Can the elephants handle the NoSQL onslaught (here)
Another paper comparing the performance of Hadoop with a relational database (in a similar vein to the Sigmod 09 paper DeWitt published previously here). I sympathise with the message – databases outperform hadoop on small to medium workloads – but I hope that most people know that already. This time the comparison is with Microsoft’s Sql Server PDW (Parallel Data Warehouse). The choice of data sizes between 250Gb and 16TB means that the study has the same failing as the previous Sigmod one; it’s not looking at large dataset performance.
Interactive Query Processing in Big Data Systems: A Cross-Industry Study of MapReduce Workloads (here)
Useful, empirically driven paper with detailed data sets from a number of NoSQL implementations including Facebook. Chen et al. performed an empirical study on the implementation of Hadoop at a number of companies including Facebook. It hints at the current ‘elephant in the room’ that is Hadoop’s focus on batch-time over real-time performance (roll on Impala!) . Having data of this level of granularity over a range of real time systems in itself is quite valuable. They note that 90% of jobs are small (resulting in MBs of data returned).
High-Performance Concurrency Control Mechanisms for Main-Memory Databases (here)
Proposes an optimistic MVCC method for in memory concurrency control. The conclusion: single-version locking performs well only when transactions are short and contention is low; higher contention or workloads including some long transactions favor the multiversion methods, and the optimistic method performs better than the pessimistic one.
Blink and It’s Done: Interactive Queries on Very Large Data (here)
Blink is different to the mainstream database as it’s not designed to give you an exact answer.
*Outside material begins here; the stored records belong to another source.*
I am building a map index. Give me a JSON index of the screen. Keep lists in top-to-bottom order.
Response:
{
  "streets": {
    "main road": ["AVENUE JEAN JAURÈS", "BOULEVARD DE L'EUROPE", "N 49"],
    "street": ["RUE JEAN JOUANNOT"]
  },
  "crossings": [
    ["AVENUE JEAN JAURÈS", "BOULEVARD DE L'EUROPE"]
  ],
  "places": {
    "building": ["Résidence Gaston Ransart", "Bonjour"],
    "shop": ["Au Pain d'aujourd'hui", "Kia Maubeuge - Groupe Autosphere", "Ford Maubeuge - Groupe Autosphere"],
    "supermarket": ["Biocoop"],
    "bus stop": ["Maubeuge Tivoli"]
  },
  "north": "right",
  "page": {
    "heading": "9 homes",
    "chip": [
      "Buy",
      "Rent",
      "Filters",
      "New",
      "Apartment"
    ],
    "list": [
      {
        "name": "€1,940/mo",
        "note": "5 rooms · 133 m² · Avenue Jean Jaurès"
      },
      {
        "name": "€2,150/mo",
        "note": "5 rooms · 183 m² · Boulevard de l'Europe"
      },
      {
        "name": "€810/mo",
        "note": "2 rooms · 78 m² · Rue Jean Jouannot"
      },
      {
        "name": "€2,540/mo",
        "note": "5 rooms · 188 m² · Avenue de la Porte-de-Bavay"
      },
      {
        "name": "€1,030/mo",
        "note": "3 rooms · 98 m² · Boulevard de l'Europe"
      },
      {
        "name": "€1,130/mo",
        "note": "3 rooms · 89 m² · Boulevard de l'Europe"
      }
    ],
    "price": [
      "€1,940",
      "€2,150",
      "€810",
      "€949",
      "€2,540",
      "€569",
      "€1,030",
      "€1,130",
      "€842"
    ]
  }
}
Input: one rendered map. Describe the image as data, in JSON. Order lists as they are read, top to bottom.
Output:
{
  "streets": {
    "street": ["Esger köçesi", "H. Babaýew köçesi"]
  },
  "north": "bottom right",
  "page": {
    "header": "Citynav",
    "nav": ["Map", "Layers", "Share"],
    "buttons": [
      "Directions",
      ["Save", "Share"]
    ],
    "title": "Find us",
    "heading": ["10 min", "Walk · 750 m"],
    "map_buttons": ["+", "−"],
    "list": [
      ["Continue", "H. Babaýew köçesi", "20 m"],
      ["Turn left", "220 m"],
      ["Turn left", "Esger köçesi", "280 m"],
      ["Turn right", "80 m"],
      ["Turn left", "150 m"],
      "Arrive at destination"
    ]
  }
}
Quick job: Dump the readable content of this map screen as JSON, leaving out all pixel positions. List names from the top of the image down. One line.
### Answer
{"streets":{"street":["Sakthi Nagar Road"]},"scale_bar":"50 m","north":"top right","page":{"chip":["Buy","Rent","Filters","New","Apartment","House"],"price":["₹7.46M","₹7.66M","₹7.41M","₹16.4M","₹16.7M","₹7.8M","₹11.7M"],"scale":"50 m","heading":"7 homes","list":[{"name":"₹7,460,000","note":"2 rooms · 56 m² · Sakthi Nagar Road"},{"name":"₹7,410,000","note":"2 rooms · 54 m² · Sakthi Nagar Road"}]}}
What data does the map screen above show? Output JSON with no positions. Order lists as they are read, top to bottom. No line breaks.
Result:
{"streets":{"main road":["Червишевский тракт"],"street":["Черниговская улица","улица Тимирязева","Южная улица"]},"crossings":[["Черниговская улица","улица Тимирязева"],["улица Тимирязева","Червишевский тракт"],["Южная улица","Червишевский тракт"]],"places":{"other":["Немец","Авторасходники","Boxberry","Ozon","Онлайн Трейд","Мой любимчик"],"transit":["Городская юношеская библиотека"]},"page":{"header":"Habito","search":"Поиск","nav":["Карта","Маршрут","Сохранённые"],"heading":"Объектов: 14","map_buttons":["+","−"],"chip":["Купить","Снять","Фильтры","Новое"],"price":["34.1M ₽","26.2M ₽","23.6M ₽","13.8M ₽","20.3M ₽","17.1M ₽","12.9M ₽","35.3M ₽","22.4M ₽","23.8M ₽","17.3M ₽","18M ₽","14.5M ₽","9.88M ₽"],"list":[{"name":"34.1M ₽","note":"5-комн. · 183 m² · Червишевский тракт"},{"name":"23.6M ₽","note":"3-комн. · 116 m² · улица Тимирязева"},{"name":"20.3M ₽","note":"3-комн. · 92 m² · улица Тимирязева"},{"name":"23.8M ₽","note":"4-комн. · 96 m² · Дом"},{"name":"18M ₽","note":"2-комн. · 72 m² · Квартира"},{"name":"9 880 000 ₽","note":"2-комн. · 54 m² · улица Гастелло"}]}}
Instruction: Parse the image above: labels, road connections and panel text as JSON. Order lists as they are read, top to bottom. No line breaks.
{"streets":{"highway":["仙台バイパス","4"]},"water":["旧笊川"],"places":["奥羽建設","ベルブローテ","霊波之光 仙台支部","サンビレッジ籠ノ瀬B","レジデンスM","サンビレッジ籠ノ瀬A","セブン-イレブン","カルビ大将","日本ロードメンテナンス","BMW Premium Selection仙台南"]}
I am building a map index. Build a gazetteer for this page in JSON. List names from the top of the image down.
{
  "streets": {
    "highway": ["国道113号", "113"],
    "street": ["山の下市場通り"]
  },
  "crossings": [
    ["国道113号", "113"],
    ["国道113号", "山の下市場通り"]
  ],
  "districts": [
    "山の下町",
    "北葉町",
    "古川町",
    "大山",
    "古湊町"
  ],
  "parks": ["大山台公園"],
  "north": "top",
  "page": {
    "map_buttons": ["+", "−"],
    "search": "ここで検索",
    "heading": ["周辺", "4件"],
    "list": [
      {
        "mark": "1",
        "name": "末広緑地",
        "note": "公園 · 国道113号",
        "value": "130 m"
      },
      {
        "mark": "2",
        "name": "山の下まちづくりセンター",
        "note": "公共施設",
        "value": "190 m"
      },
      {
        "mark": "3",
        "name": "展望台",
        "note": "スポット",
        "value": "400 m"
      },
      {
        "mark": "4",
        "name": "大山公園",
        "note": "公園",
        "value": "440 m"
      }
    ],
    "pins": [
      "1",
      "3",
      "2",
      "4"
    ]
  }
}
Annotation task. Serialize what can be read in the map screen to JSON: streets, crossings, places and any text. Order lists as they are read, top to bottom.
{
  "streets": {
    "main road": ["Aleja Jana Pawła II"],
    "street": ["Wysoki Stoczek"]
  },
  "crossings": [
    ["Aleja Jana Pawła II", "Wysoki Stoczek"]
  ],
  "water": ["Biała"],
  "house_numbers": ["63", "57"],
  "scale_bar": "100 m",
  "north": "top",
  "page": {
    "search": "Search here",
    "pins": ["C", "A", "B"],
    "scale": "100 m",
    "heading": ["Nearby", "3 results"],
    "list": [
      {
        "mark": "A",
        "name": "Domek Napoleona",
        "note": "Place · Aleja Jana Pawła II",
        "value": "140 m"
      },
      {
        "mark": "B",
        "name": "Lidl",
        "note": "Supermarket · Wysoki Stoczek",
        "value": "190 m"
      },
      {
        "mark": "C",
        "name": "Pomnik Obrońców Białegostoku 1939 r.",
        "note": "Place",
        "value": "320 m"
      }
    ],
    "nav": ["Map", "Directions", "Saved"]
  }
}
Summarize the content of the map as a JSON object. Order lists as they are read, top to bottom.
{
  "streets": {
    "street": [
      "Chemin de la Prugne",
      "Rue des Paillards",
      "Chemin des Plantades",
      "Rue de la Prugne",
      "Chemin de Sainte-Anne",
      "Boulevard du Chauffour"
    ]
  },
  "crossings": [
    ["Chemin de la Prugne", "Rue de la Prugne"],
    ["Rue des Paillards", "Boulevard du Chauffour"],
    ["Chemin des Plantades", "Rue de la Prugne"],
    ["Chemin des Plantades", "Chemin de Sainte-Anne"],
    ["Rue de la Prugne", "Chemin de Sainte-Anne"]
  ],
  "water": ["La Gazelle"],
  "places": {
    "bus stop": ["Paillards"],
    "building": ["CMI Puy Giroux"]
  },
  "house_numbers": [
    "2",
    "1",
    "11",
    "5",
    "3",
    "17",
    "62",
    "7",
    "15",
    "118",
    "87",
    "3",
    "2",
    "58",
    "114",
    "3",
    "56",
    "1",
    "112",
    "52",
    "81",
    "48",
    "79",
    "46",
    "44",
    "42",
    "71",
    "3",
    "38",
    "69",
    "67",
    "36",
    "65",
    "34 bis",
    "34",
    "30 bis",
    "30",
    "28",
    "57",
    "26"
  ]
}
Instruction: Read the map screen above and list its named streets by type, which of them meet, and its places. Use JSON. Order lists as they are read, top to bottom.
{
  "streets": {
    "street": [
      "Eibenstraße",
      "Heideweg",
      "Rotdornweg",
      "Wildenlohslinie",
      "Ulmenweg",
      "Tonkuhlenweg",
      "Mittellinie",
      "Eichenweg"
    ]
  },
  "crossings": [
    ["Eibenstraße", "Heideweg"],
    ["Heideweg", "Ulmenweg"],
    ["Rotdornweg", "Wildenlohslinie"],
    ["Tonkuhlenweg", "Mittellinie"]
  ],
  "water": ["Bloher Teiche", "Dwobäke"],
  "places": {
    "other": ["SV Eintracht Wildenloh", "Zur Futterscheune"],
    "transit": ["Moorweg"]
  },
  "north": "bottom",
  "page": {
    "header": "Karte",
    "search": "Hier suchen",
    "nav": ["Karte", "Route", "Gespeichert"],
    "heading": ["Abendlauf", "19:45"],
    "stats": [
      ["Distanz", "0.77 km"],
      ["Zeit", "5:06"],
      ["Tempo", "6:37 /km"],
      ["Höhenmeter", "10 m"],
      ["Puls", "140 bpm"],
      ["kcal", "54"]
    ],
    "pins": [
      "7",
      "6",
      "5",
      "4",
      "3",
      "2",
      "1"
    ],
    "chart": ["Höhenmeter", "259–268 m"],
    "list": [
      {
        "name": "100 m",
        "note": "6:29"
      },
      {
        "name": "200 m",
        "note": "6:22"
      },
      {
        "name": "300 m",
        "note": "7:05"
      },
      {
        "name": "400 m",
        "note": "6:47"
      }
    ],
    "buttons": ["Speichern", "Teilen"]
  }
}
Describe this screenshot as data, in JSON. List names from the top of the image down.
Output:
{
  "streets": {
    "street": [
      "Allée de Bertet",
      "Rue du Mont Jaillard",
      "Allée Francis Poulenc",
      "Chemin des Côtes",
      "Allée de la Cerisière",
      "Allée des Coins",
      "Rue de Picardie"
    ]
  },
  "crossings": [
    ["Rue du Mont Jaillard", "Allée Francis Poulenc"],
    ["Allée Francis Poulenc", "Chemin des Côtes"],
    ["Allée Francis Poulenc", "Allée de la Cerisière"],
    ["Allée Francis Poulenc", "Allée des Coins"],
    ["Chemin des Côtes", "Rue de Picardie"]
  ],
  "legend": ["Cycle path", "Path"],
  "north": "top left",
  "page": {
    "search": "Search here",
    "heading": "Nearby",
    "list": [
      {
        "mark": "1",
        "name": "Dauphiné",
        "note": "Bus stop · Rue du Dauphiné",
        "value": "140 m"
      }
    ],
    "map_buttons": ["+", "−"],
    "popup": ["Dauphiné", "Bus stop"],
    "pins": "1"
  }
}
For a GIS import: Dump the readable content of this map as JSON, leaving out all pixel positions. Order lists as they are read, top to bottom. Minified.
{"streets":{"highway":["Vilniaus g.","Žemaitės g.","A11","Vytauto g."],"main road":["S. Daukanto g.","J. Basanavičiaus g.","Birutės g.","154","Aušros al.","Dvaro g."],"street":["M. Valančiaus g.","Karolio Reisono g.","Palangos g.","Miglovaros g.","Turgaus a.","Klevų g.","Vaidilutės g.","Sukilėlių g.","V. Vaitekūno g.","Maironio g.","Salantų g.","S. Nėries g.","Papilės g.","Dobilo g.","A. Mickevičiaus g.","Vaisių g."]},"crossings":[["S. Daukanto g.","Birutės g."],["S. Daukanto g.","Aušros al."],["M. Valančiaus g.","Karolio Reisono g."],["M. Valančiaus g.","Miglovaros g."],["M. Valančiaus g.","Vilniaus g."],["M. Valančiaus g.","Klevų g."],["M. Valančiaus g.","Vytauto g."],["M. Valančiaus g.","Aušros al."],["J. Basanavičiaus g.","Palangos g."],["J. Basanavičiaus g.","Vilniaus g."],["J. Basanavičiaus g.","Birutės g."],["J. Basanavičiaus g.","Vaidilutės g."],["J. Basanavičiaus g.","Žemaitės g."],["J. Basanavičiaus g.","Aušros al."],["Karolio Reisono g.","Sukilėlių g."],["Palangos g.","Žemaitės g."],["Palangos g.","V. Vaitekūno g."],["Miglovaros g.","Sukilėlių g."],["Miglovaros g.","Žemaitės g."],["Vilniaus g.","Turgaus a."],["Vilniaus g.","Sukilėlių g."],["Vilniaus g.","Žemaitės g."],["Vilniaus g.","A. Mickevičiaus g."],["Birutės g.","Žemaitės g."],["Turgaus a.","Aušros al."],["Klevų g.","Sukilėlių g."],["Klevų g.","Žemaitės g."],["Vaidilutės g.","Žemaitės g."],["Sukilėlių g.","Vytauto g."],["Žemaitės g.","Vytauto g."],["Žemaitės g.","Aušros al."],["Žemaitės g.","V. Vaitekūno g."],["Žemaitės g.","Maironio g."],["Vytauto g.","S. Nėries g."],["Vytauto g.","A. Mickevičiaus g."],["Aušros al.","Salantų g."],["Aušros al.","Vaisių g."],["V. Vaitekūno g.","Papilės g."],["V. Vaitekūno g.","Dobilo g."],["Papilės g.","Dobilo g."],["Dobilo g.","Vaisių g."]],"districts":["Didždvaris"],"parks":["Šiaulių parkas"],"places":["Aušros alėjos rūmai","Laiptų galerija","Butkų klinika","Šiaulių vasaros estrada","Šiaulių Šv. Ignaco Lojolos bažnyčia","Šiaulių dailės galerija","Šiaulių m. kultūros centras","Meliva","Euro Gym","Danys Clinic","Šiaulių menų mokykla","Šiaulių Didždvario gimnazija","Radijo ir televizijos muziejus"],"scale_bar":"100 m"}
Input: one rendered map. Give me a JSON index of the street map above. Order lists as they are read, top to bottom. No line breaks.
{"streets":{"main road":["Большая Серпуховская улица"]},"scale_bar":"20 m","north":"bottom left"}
Instead you specify either error (confidence) or maximum time constraints on your query. The approach uses a number of sampling based strategies to achieve the required confidence level. There is a related paper: Model-based Integration of Past & Future in TimeTravel (here)
Developing and Analyzing XSDs through BonXai (here)
B+-tree Index Optimization by Exploiting Internal Parallelism of Flash-based Solid State Drives (here)
SSDs performance increases (initially) with the number of concurrent executions (in stark contrast with magnetic drives). This paper looks into maximising this with the use of concurrent B-trees that utalise parallel IO. Useful research as flash is only going to get cheaper.
SCOUT: Prefetching for Latent Structure Following Queries (here)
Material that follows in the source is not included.